It’s somewhat amusing to read coverage of Apple Pay while sitting in Sydney. Apple Pay solves a uniquely American problem – cheques and signatures for credit card transactions which result in high fraud levels. Consumer convenience has always been secondary – if it had been a primary concern they would have done this long before now.

Simple an easy payments are something we addressed long-ago down under through a combination of smarter credit cards and apps on phones. Tap-and-go is now familiar and popular.

Seeing alternatives like Current C emerge in the US is interesting in that it addresses another problem unique to that geography (at this stage). And that is the collusion that has occurred between technology and credit card providers to set fees and lock-up transaction processes.

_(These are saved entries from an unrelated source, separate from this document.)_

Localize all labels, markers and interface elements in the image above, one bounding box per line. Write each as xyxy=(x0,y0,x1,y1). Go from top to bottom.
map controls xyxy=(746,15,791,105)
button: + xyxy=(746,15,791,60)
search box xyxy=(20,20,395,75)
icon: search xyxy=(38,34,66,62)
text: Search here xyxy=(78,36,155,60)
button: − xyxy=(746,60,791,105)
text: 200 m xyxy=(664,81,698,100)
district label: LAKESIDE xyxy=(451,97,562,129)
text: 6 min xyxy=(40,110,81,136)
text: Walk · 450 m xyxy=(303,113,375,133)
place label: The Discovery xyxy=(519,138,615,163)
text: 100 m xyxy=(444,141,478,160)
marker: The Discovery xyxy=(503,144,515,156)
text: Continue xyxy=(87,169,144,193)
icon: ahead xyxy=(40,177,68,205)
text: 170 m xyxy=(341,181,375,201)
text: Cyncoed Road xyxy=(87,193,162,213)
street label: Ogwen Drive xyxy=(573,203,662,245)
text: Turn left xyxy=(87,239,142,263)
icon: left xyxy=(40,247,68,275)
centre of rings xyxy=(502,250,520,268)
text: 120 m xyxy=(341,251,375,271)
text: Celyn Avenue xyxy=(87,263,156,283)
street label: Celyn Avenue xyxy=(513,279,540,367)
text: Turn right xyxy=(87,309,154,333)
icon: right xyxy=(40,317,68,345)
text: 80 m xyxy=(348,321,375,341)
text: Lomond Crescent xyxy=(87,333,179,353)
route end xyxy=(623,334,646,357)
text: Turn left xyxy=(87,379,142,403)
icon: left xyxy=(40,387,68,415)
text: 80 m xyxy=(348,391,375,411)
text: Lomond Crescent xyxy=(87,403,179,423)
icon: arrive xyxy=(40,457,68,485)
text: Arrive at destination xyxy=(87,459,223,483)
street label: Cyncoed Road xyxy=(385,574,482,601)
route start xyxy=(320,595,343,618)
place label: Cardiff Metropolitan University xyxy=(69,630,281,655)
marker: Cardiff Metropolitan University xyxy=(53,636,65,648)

Years ago a really super smart developer said to me that every closed and proprietary system would be met not just by alternatives, but at some a point a powerful and open standard that would crush both. Think Java for payments. I wonder if Samsung could be the company to pioneer that open ecosystem – its current approach to NFC would suggest so.

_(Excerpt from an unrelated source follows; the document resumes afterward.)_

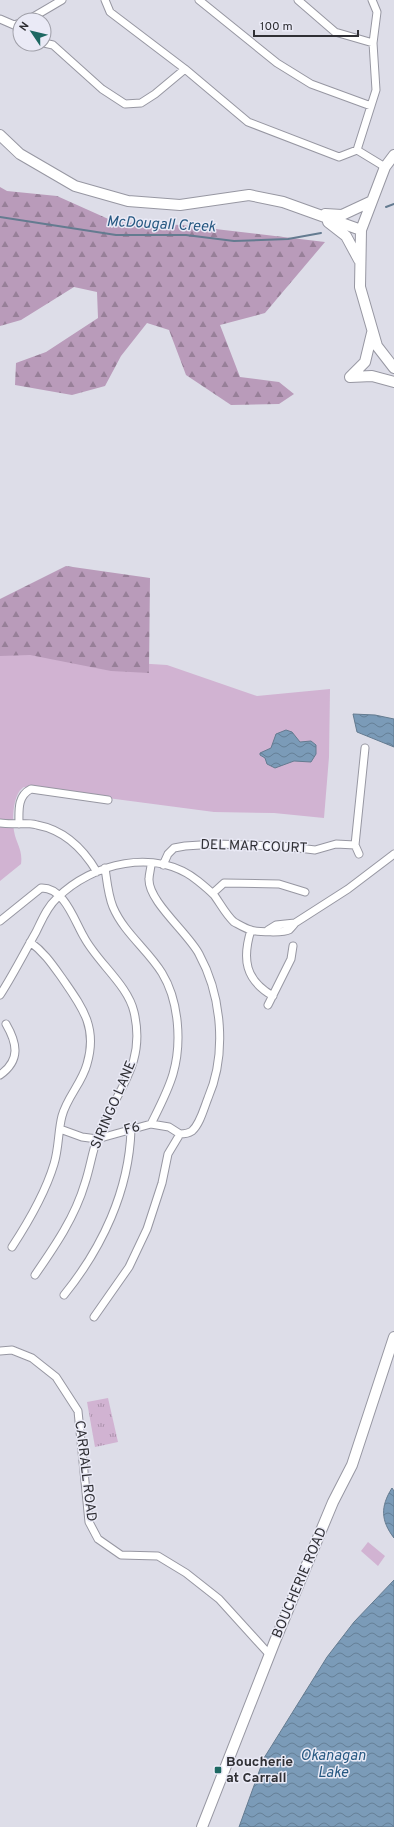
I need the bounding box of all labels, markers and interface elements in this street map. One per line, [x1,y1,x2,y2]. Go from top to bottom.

Suggesting that consumers won’t largely want CurrentC misses the point – its the businesses, big and small, that have to shoulder the cost that will want it. And so long as they market and encourage it, its got a chance. Moreover, any incentive will be automatically applied as they subtract the credit card and Apple tax.

I just wonder if at any point anyone bothered to get on a plane and take a look at what has happened in the Australian and New Zealand markets where competition has driven innovation to outpace the best in Silicon Valley, in turn ultimately benefiting rather than taxing the small businesses that make the economy hum.